AIBA has traditionally been recognised by the International Olympic Committee (IOC) as the international governing body for the sport of boxing, a position it was stripped of in June 2019, following a number of scandals, many of which emanate from the presidency of Uzbek businessman Gafur Rakhimov, who had been elected to office in November 2018.
Rakhimov, at the time his election, which the IOC heavily criticised, was on a US Treasury sanctions list for alleged links to organised crime, banning US citizens and companies from doing business with him. In response to a question as to how AIBA could have allowed such a situation to happen, and noting that one of the seven candidates for the presidency has himself been associated with Rakhimov, Kremlev that there would be no room for such a situation to occur again under his stewardship.
The organisation’s financial situation, already troubled, was exacerbated by the loss of status with the IOC, a situation that was further compounded by criticism of failures in refereeing and judging of bouts.
Kremlev has a clear strategy for addressing the issue of finances: he prioritises increased transparency and new mechanisms for checks and balances. These are vital in order for AIBA to satisfy the high standards of the IOC, and to be reinstated in good time for the 2024 Paris Olympics.

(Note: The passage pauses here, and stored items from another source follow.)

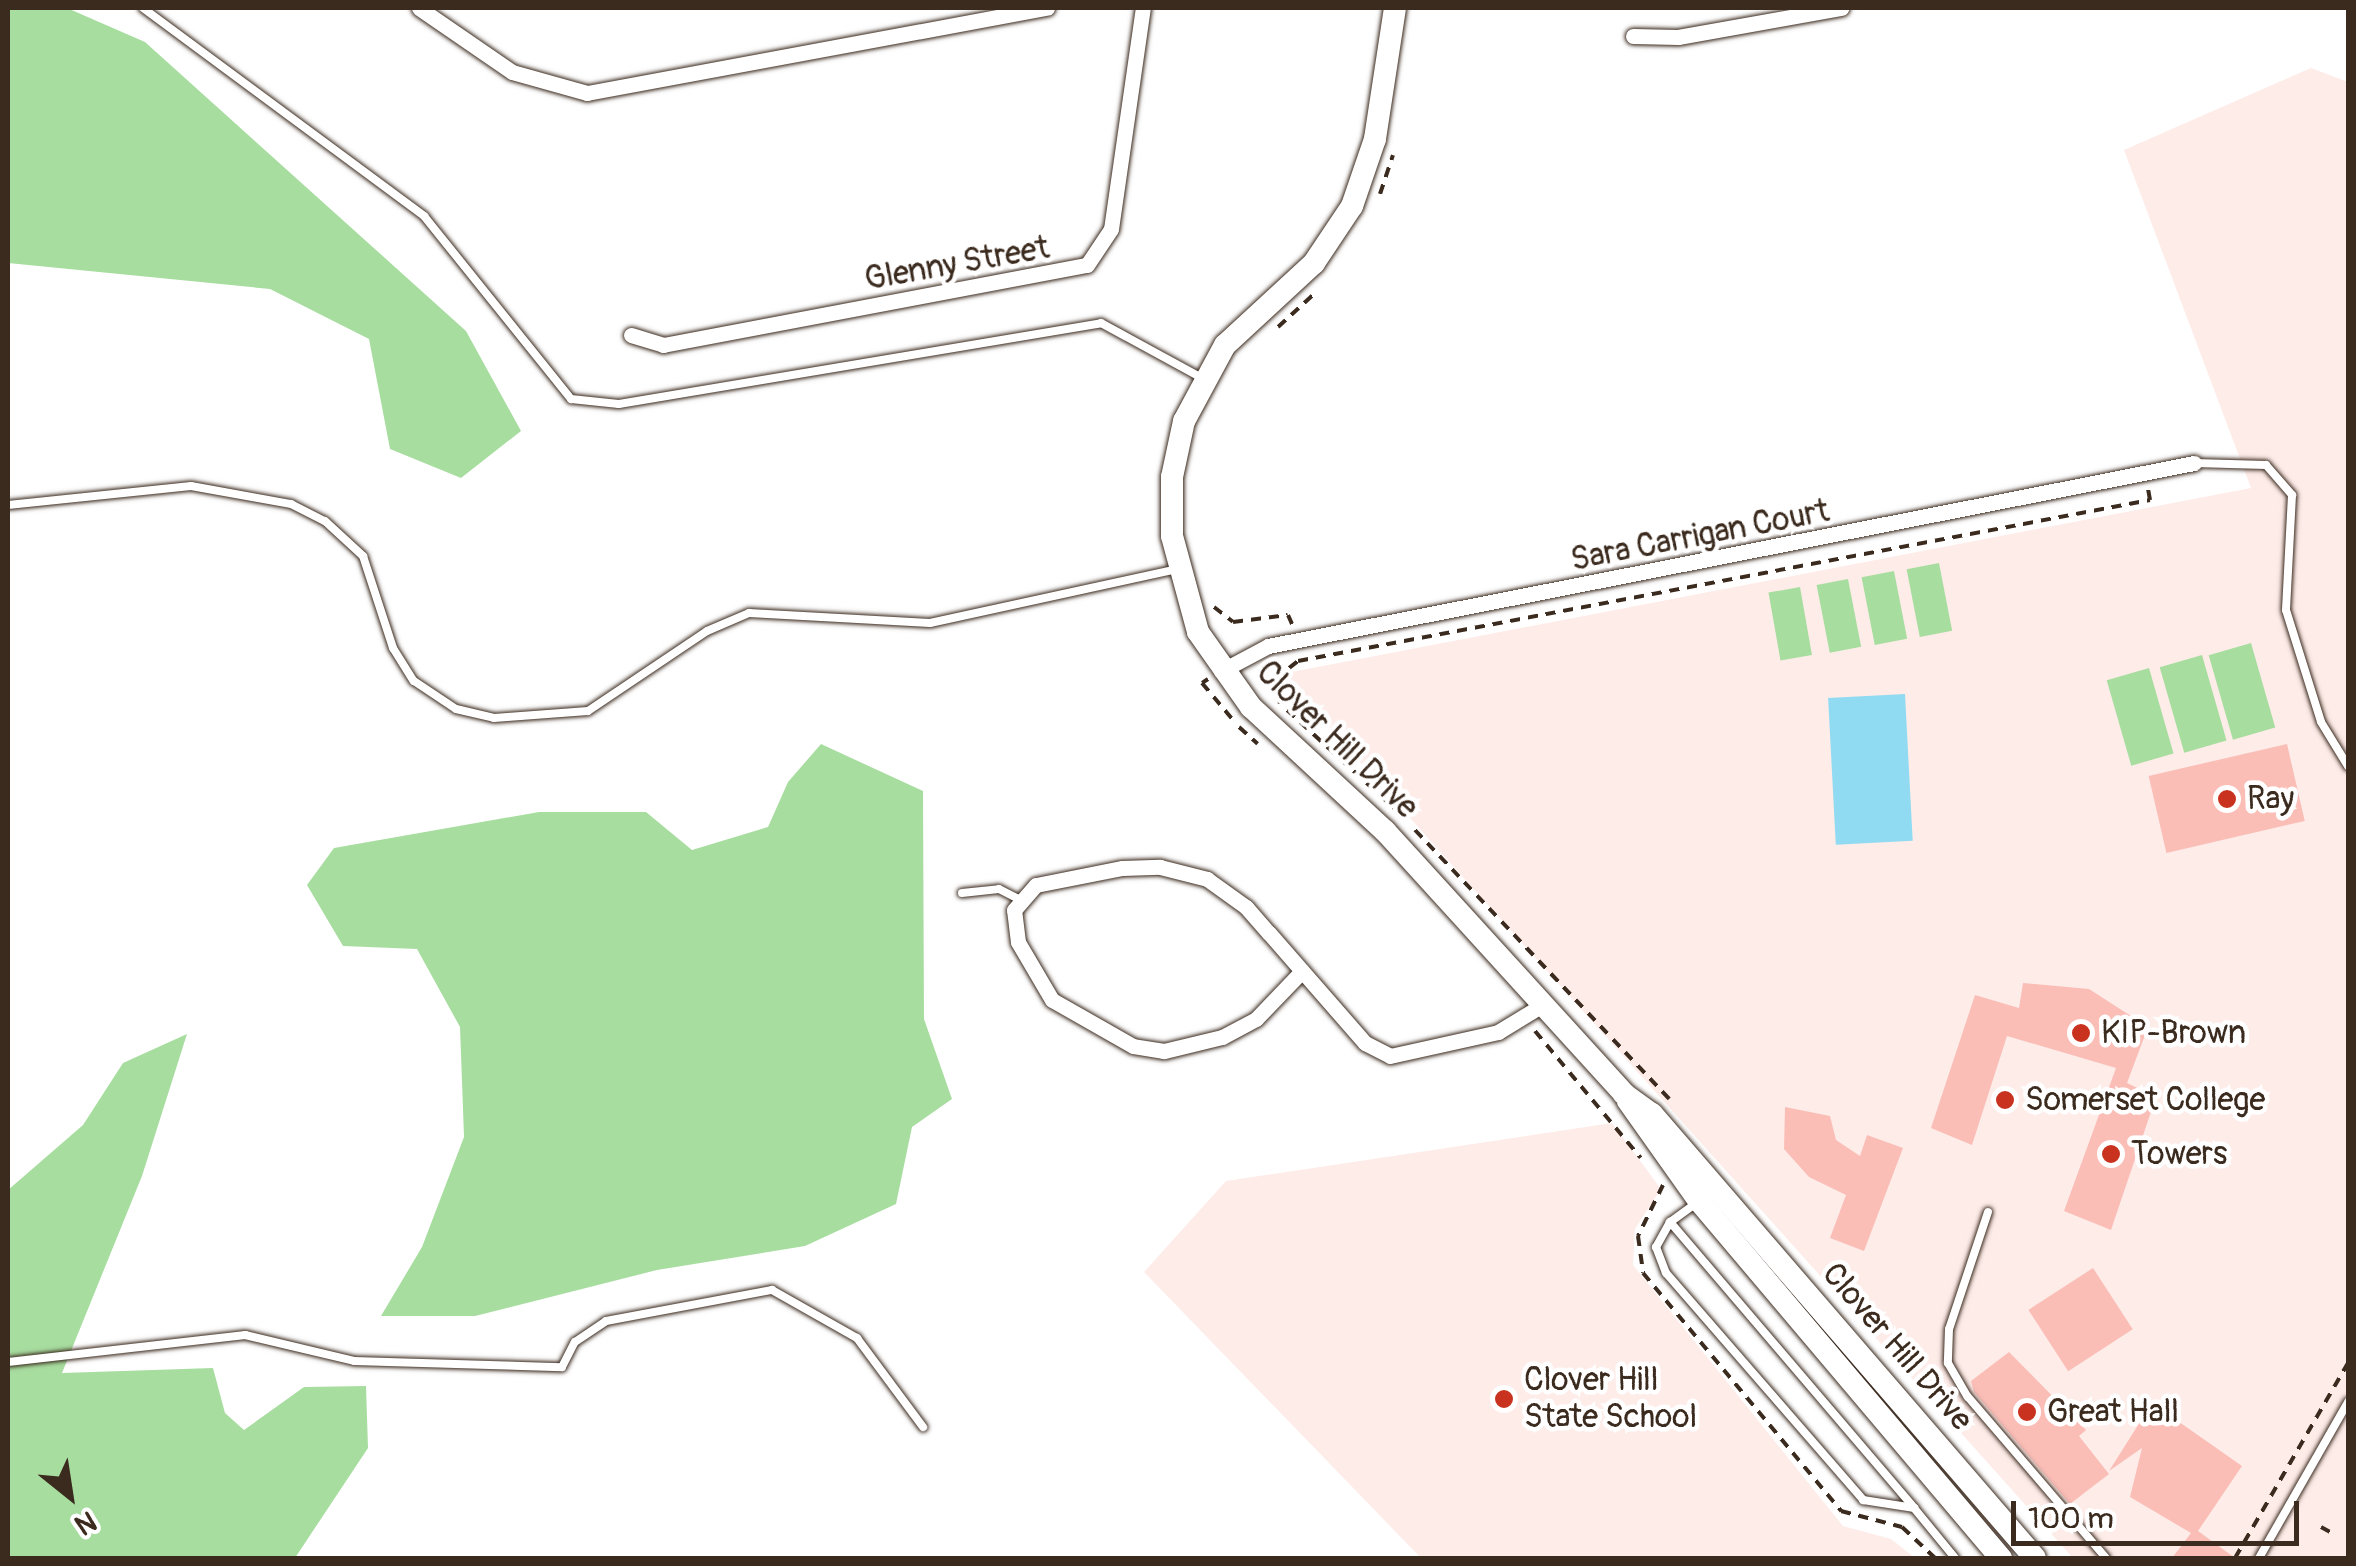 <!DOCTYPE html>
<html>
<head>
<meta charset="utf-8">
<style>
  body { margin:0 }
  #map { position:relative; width:2356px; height:1566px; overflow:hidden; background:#fff; font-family:Pangolin,sans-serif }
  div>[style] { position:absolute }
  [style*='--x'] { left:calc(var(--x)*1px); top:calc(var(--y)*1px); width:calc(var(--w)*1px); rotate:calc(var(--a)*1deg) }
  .built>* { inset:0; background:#feece9 }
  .green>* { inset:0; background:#a8dda0; transform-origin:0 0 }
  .water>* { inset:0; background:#90dbf1; transform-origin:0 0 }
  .building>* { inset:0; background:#fabeb7; transform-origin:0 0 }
  .path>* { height:4px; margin-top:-2px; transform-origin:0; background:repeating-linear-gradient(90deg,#3b2a1e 0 10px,transparent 0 18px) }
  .roads { filter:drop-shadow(0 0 2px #3b2a1e) drop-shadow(0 0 2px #3b2a1e) }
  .lane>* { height:8px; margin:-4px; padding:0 4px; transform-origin:4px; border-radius:4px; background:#fff }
  .street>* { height:15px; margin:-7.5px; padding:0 7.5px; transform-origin:7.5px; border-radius:7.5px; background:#fff }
  .secondary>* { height:22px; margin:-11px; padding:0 11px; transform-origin:11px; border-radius:11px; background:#fff }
  .dots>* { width:28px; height:28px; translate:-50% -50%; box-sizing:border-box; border:5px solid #fff; border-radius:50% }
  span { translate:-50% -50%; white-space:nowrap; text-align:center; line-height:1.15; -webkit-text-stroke:9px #fff; paint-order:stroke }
  .street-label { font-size:32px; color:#3b2a1e }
  .poi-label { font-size:32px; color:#3b2a1e }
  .left { translate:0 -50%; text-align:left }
  .frame { position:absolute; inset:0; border:10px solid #3b2a1e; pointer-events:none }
  .north { position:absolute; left:20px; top:1446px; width:100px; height:100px; -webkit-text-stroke:8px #fff; paint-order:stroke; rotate:150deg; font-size:28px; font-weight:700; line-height:40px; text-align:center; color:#3b2a1e }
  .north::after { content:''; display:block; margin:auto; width:35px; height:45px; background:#3b2a1e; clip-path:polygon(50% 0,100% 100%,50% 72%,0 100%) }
  .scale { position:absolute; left:2011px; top:1501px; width:288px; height:45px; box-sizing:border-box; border:5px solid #3b2a1e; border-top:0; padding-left:12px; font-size:30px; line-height:35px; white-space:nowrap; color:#3b2a1e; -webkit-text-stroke:8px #fff; paint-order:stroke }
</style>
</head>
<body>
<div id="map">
  <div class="built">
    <div style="clip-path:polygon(2311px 68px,2348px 82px,2348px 1558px,2073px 1558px,1281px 674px,2251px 488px,2124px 150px)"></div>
    <div style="clip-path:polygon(1612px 1123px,1661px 1189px,1635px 1229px,1633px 1265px,1843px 1526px,1891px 1539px,1915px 1558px,1421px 1558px,1144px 1272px,1226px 1181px)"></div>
  </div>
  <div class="green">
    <div style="clip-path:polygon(8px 8px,67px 8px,145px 42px,466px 331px,521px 431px,461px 478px,390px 449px,369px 339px,270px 289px,8px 263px)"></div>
    <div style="left:1939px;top:563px;width:69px;height:33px;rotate:79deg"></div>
    <div style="left:1894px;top:571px;width:69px;height:33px;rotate:79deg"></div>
    <div style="left:1848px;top:579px;width:69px;height:32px;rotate:79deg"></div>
    <div style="left:1800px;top:587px;width:69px;height:32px;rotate:80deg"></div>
    <div style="left:2251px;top:643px;width:88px;height:44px;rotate:74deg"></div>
    <div style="left:2202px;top:655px;width:89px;height:44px;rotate:74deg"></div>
    <div style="left:2149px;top:668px;width:89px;height:44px;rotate:74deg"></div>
    <div style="clip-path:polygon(821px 744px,923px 791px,924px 1019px,952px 1099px,912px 1127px,896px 1204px,805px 1246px,657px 1270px,475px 1316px,381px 1316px,422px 1247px,464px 1137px,460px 1027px,417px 949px,343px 946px,307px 885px,334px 848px,539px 812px,646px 812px,692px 850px,768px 827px,788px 782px)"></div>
    <div style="clip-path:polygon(187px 1034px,142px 1176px,62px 1373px,213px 1368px,225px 1413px,244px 1430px,304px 1387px,366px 1386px,368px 1448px,295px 1558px,8px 1558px,8px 1190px,83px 1125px,123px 1063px)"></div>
  </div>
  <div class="water">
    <div style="left:1905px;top:694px;width:147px;height:77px;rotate:87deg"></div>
  </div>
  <div class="building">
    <div style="left:2287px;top:744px;width:79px;height:142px;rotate:77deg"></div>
    <div style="clip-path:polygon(2023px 983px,2089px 989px,2148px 1027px,2127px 1083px,2156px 1097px,2111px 1230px,2064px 1211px,2116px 1068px,2007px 1036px,1972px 1145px,1931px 1128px,1975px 995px,2019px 1008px)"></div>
    <div style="clip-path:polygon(1785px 1107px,1830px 1116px,1836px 1140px,1860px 1156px,1867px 1135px,1903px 1148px,1864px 1251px,1830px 1238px,1846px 1195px,1809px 1177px,1784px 1149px)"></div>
    <div style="left:2093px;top:1268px;width:73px;height:77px;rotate:57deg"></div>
    <div style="clip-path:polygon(2009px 1352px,2086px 1430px,2079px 1436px,2109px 1474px,2070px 1504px,1974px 1392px,1971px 1381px)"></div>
    <div style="clip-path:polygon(2152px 1403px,2242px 1466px,2198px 1531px,2235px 1558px,2172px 1558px,2191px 1533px,2130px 1497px,2142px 1448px,2109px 1471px)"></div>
  </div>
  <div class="path">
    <div style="--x:1380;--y:194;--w:41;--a:-71.6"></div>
    <div style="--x:1278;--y:327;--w:50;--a:-42.6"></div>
    <div style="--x:1214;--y:607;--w:24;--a:38"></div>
    <div style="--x:1233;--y:622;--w:55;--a:-7.3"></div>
    <div style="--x:1288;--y:615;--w:10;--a:66"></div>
    <div style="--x:1208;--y:679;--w:7;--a:146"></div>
    <div style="--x:1202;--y:683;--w:48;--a:50"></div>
    <div style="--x:1280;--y:704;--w:25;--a:-101"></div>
    <div style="--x:1275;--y:679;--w:29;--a:-38"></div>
    <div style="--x:1298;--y:661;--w:867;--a:-10.7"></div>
    <div style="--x:2150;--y:500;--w:11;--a:-100"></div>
    <div style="--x:1287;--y:710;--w:145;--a:42.5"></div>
    <div style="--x:1239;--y:727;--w:25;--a:42"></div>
    <div style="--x:1415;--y:830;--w:370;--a:46.6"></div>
    <div style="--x:1535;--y:1031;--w:165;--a:50.2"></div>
    <div style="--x:1663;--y:1185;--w:57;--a:116.1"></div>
    <div style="--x:1638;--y:1236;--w:37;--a:82"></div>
    <div style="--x:1643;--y:1273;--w:310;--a:50.2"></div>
    <div style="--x:1841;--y:1511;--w:63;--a:14.7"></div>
    <div style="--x:1902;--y:1527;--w:45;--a:43.2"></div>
    <div style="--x:2321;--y:1527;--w:13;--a:29"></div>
    <div style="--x:2235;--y:1558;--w:225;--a:-59.9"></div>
  </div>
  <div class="roads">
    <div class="lane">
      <div style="--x:143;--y:8;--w:350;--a:36.5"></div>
      <div style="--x:424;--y:216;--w:235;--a:51.2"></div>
      <div style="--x:571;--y:399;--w:48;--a:5.9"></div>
      <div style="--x:619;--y:404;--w:489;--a:-9.5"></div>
      <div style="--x:1101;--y:323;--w:115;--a:28.6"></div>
      <div style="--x:2194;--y:463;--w:72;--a:1.6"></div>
      <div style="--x:2266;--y:465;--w:40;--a:49"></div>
      <div style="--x:2292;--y:495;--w:115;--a:93"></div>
      <div style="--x:2286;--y:610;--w:117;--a:72.6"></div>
      <div style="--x:2321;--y:722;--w:52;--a:58.5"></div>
      <div style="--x:8;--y:505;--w:184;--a:-5.9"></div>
      <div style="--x:191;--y:486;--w:102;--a:10.2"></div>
      <div style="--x:291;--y:504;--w:38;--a:27"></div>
      <div style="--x:325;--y:521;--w:52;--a:42.6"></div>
      <div style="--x:363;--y:556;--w:97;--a:71.9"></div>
      <div style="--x:393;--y:648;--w:39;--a:58"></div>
      <div style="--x:414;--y:681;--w:50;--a:33.7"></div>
      <div style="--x:456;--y:709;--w:39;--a:13"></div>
      <div style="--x:494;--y:718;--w:94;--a:-4.3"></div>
      <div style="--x:588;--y:711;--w:143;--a:-33.9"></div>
      <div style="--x:707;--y:631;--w:46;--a:-23.2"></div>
      <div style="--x:749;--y:613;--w:181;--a:3.2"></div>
      <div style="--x:930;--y:623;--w:254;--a:-12.3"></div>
      <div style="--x:962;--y:893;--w:37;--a:-6"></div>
      <div style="--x:999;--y:889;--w:22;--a:27"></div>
      <div style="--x:1695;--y:1204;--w:31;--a:144"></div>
      <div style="--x:1670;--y:1222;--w:29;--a:119"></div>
      <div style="--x:1656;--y:1247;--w:28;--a:69"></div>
      <div style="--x:1666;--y:1273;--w:301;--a:49"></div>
      <div style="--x:1863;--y:1500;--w:52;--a:8.9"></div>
      <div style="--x:1914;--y:1508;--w:65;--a:50.6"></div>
      <div style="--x:1988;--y:1212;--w:123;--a:108.4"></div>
      <div style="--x:1949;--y:1329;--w:34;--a:92"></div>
      <div style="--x:1948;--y:1363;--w:39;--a:60"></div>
      <div style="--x:1968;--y:1397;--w:212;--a:49.4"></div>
      <div style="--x:1670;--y:1222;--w:376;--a:49.5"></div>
      <div style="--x:8;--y:1362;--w:239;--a:-6.5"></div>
      <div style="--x:245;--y:1335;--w:112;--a:13.4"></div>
      <div style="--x:354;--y:1361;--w:208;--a:1.7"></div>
      <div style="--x:562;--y:1367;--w:28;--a:-63"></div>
      <div style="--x:575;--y:1342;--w:37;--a:-34"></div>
      <div style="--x:606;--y:1321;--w:169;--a:-10.6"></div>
      <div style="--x:772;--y:1290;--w:98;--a:29.5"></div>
      <div style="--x:857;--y:1338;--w:111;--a:53.4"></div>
      <div style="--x:2259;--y:1558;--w:180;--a:-60.3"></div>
    </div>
    <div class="street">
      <div style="--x:419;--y:8;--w:113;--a:34.5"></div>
      <div style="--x:512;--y:72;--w:78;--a:15.6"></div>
      <div style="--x:587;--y:93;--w:468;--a:-10.5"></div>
      <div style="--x:1633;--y:36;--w:45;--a:1.3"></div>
      <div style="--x:1678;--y:37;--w:166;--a:-10.1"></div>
      <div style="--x:631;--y:335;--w:34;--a:17"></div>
      <div style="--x:663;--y:345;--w:431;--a:-10.7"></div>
      <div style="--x:1087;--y:265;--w:43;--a:-56.3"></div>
      <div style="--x:1111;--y:229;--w:223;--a:-81.8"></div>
      <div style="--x:1221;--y:671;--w:53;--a:-28"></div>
      <div style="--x:1268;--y:646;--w:944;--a:-11.18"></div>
      <div style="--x:1302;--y:971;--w:66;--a:133.8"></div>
      <div style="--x:1256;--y:1019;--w:38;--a:152"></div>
      <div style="--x:1222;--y:1037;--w:60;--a:166.4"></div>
      <div style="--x:1164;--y:1051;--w:31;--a:-171"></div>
      <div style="--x:1133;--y:1046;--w:93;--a:-150.4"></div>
      <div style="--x:1052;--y:1000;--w:67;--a:-120.4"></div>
      <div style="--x:1018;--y:942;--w:32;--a:-97"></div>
      <div style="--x:1014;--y:910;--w:33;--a:-49"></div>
      <div style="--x:1036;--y:885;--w:88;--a:-11.2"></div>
      <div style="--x:1122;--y:868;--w:38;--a:-2"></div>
      <div style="--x:1160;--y:867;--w:49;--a:14.3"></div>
      <div style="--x:1207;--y:879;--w:48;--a:35.7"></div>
      <div style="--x:1246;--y:907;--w:35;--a:49"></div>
      <div style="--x:1269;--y:933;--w:146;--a:48.9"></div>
      <div style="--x:1365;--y:1043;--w:28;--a:27"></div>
      <div style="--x:1390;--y:1056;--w:111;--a:-12.5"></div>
      <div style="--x:1498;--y:1032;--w:54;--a:-31.3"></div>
    </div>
    <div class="secondary">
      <div style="--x:1395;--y:8;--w:133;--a:98.7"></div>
      <div style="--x:1375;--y:139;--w:71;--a:108.9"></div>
      <div style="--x:1352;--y:206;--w:69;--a:123.7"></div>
      <div style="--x:1314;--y:263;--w:121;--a:137.3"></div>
      <div style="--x:1225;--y:345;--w:86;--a:118.3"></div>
      <div style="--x:1184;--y:421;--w:57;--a:102.1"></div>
      <div style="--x:1172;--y:477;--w:59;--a:90"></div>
      <div style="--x:1172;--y:536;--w:99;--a:74.8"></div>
      <div style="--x:1198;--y:632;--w:92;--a:54.8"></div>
      <div style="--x:1251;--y:707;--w:183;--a:42.8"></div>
      <div style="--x:1385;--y:831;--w:355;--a:47.7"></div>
      <div style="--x:1624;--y:1094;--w:34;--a:36"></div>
      <div style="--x:1652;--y:1114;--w:586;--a:49.22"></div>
      <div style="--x:1628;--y:1101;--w:123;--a:54.6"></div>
      <div style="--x:1699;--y:1201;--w:468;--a:49.8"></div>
    </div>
  </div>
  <div class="dots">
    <div style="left:2227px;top:799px;background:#c8321e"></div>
    <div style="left:2081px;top:1033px;background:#c8321e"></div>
    <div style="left:2005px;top:1100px;background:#c8321e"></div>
    <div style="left:2111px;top:1154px;background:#c8321e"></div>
    <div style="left:1504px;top:1399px;background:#c8321e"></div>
    <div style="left:2027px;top:1412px;background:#c8321e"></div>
  </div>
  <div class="street-label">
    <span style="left:957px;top:264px;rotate:-10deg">Glenny Street</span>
    <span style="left:1700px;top:536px;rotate:-11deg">Sara Carrigan Court</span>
    <span style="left:1337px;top:740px;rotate:44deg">Clover Hill Drive</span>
    <span style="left:1897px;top:1347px;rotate:49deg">Clover Hill Drive</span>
  </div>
  <div class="poi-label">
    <span class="left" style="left:2247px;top:799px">Ray</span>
    <span class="left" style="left:2101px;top:1033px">KIP-Brown</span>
    <span class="left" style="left:2025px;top:1100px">Somerset College</span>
    <span class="left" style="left:2131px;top:1154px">Towers</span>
    <span class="left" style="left:1524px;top:1399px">Clover Hill<br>State School</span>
    <span class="left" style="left:2047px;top:1412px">Great Hall</span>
  </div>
  <div class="frame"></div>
  <div class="north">N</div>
  <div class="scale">100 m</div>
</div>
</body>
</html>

The burden of debt, which stands at about $20 million, he says, must be tackled, and for this will draw on his successes in this area with the Russian Boxing Federation, and from his work with the National Federations with whom he has worked on developing marketing strategies: the fact that more than 50 federations have supported his candidacy testifies to his track record in this. He acknowledges that without the transparency he promises, attracting sponsorship and investment would be problematic.
The issue of poor refereeing and judging he seeks to address through better and more regular training. He acknowledged that there have been allegations of corruption, and this needs also to be addressed.
As in all professional sports, and Russia has often been at the centre of attention here, doping is a problem that consistently finds its way into the headlines. Kremlev acknowledges the problem.: “In Russia we apply rigid measures and sanctions for those who breach the anti-doping rules. If a boxer or coach is found to be doing this is caught, he is excluded, and I definitely support this,” he said.
“Being responsible for Russian boxing, I can assure you that we are educating our people as to the dangers of doping, and the consequences of breaking the rules,” he went on. “Those who are engaged in the educational programmes are putting the message across. We want doping out of our sport, indeed out of all sports.” A clear AIBA anti-doping policy is one of his priorities.
Kremlev has plans to extend the educational role of AIBA, through boxing academies and through the establishment of “councils” of former boxers, champions, and coaches, who will share their experiences
Finally, the question that every boxing fan is sure to ask such a senior figure as Umar Kremlev, “who would you say was the greatest boxer of all time?”
“Mohammed Ali,” came the answer without a moment’s hesitation. Ali was known not only for his magnificence as a boxer, but also as a clean and fair fighter who set an example to those who looked up to him both inside and outside the ring. If these are the values that Kremlev can bring to AIBA, then the future of the sport looks to be in safe hands.